Large-scale analysis and synthesis: The PI is finalising two manuscripts: one presenting quantitative results on patterns of evolutionary change, and a perspective paper synthesising insights on within-lineage evolution and implications for bridging microevolution and macroevolution.
Dissemination: Results have been presented at international conferences and published in high-impact journals, including Science. The evoTS package is publicly available, and teaching activities have extended the project's reach to students and early-career researchers internationally.
First, the evoTS modelling framework is the most developed and flexible toolset available for studying within-lineage evolutionary change using time series data. By implementing both new and established models in a single coherent R package, the project has made rigorous evolutionary analysis accessible to the broader research community.
Second, the project introduced novel tests of model adequacy that shift attention from which model fits best to whether any model fits adequately – a conceptually important distinction that had been largely missing from the field. These tests provide a safeguard against drawing firm conclusions from models that do not, in fact, describe the data well.
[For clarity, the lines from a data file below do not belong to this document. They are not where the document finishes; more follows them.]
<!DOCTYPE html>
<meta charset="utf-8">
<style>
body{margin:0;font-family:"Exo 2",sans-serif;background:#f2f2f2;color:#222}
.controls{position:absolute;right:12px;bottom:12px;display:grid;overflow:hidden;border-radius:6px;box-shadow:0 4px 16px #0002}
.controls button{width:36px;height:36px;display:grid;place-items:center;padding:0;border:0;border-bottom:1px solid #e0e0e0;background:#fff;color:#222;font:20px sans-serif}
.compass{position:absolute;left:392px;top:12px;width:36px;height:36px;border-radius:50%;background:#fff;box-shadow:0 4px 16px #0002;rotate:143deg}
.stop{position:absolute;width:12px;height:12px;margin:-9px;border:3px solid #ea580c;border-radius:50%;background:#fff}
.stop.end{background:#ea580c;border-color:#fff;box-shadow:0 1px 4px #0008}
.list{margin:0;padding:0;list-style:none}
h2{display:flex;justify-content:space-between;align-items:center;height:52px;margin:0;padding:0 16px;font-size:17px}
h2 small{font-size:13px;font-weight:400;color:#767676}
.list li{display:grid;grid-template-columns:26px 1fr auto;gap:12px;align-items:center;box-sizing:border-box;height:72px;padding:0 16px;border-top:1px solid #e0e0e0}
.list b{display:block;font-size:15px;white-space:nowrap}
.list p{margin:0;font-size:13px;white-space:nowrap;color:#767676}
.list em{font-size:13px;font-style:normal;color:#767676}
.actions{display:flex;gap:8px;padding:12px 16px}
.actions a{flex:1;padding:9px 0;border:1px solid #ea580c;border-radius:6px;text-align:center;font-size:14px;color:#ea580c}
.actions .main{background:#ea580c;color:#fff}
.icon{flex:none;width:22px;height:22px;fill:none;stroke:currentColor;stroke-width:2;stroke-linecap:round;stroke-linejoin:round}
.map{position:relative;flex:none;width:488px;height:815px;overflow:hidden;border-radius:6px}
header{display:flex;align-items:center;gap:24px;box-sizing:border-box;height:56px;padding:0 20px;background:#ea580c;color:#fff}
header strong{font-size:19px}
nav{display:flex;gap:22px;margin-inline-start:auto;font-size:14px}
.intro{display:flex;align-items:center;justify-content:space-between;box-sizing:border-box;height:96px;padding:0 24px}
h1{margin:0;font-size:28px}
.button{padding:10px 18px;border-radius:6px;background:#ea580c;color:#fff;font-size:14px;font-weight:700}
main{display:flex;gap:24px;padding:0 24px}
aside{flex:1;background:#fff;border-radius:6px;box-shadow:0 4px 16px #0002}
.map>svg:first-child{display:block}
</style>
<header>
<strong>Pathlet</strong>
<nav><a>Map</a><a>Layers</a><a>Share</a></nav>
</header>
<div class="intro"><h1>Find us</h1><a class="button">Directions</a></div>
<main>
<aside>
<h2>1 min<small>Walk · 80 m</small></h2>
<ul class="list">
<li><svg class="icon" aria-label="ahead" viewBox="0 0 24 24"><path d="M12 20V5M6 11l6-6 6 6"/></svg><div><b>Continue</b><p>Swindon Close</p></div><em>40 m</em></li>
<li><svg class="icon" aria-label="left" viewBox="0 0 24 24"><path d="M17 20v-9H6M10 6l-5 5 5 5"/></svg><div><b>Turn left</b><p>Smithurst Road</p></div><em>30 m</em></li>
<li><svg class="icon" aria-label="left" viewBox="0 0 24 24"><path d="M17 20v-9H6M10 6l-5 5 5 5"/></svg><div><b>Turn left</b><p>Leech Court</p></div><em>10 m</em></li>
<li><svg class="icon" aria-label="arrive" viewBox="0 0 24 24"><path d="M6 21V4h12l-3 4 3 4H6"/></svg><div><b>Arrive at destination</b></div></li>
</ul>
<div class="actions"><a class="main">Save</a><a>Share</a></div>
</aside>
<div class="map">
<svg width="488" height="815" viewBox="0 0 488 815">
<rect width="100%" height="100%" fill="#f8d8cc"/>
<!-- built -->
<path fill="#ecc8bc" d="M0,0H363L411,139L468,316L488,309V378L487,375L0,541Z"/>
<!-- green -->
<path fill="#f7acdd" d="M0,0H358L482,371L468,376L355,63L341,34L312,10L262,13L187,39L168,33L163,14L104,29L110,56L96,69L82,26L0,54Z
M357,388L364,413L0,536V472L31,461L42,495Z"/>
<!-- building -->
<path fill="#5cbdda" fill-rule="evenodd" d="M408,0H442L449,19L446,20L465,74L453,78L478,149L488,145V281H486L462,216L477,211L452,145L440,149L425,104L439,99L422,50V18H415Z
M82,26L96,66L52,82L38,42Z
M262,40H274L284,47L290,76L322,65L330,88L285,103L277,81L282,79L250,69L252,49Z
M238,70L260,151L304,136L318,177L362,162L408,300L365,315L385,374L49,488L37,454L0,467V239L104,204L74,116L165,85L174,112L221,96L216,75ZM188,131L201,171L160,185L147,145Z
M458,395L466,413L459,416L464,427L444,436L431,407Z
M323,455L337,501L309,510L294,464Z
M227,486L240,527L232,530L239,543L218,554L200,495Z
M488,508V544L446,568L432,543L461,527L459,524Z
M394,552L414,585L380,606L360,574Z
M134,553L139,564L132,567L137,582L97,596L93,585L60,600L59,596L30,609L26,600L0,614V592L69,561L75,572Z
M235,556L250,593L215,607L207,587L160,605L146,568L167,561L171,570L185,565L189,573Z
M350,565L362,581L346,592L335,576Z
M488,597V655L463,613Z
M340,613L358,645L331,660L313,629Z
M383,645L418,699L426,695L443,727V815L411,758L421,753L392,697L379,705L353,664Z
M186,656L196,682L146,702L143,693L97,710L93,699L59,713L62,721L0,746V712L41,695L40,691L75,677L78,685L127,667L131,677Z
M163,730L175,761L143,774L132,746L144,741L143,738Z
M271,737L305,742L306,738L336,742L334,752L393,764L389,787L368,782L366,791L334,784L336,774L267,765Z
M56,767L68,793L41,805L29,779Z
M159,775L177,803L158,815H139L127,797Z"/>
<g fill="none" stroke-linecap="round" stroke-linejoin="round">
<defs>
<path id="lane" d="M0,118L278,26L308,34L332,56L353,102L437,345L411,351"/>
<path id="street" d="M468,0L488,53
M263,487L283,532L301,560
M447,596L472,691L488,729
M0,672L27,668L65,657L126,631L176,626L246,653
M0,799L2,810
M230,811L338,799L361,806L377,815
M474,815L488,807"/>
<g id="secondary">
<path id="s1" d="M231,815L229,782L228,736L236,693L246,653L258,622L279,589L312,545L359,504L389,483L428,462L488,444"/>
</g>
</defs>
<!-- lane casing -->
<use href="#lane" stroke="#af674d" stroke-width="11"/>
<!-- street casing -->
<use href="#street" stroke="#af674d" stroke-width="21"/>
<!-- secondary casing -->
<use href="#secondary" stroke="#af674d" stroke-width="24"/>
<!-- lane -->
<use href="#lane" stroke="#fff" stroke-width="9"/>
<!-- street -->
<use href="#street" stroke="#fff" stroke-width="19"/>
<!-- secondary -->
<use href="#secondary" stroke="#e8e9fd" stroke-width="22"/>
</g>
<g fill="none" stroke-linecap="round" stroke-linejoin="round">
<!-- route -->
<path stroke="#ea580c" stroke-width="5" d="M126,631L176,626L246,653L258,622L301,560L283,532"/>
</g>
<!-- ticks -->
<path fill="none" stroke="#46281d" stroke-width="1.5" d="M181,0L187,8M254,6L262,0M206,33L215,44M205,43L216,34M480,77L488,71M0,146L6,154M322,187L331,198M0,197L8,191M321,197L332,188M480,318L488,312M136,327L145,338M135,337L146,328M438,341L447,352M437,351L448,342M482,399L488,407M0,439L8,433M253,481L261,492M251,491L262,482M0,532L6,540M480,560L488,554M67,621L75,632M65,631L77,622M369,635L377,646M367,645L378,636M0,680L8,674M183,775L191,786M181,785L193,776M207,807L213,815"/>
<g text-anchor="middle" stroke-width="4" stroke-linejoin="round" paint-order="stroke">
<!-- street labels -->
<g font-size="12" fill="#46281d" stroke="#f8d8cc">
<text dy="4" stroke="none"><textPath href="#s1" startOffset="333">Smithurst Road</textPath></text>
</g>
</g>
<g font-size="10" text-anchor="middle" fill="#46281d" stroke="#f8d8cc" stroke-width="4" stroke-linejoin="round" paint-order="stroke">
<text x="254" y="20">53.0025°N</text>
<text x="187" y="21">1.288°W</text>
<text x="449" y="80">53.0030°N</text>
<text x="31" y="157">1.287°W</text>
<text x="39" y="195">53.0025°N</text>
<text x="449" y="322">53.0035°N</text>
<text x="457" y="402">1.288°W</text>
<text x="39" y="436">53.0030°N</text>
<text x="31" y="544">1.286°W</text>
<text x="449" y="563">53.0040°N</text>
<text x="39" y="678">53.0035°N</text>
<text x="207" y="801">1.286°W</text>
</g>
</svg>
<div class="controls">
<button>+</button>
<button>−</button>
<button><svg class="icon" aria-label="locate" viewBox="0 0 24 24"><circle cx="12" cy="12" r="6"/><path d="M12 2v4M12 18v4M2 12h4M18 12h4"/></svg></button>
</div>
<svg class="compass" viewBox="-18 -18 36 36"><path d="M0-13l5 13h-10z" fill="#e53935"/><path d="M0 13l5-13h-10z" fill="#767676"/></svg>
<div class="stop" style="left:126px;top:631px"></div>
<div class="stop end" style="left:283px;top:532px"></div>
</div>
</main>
Third, the landmark publication in Science (Holstad et al. 2024) demonstrated for the first time that genetic variance estimated from fossil samples predicts phenotypic divergence across millions of years of evolution. This confirms that a central parameter of microevolutionary theory is relevant at macroevolutionary timescales, directly addresses the paradox of stasis at the heart of the project, and opens entirely new avenues for using fossil data to inform evolutionary theory.
Fourth, the AI-based phenomics pipeline (the steginator) breaks new ground in palaeobiology by enabling automated, high-throughput collection of morphological data from fossil images. This technology dramatically reduces the time and cost of data collection, making possible future studies at scales that were previously impractical.
Fifth, by applying evoTS to the largest fossil time series dataset ever assembled, the project has provided the most comprehensive empirical characterisation of within-lineage evolutionary patterns in the fossil record. Results suggest it contains considerably more evolutionary change than decades of literature have recognised – a finding with broad implications for how we understand and model long-term evolution.
Taken together, the ROCKS-PARADOX project has established a new methodological and conceptual foundation for studying evolution across timescales. The tools and insights developed are expected to drive advances in evolutionary biology and palaeontology for years to come, and the research group has emerged as a leading centre for this line of enquiry, attracting students and collaborators from across the world.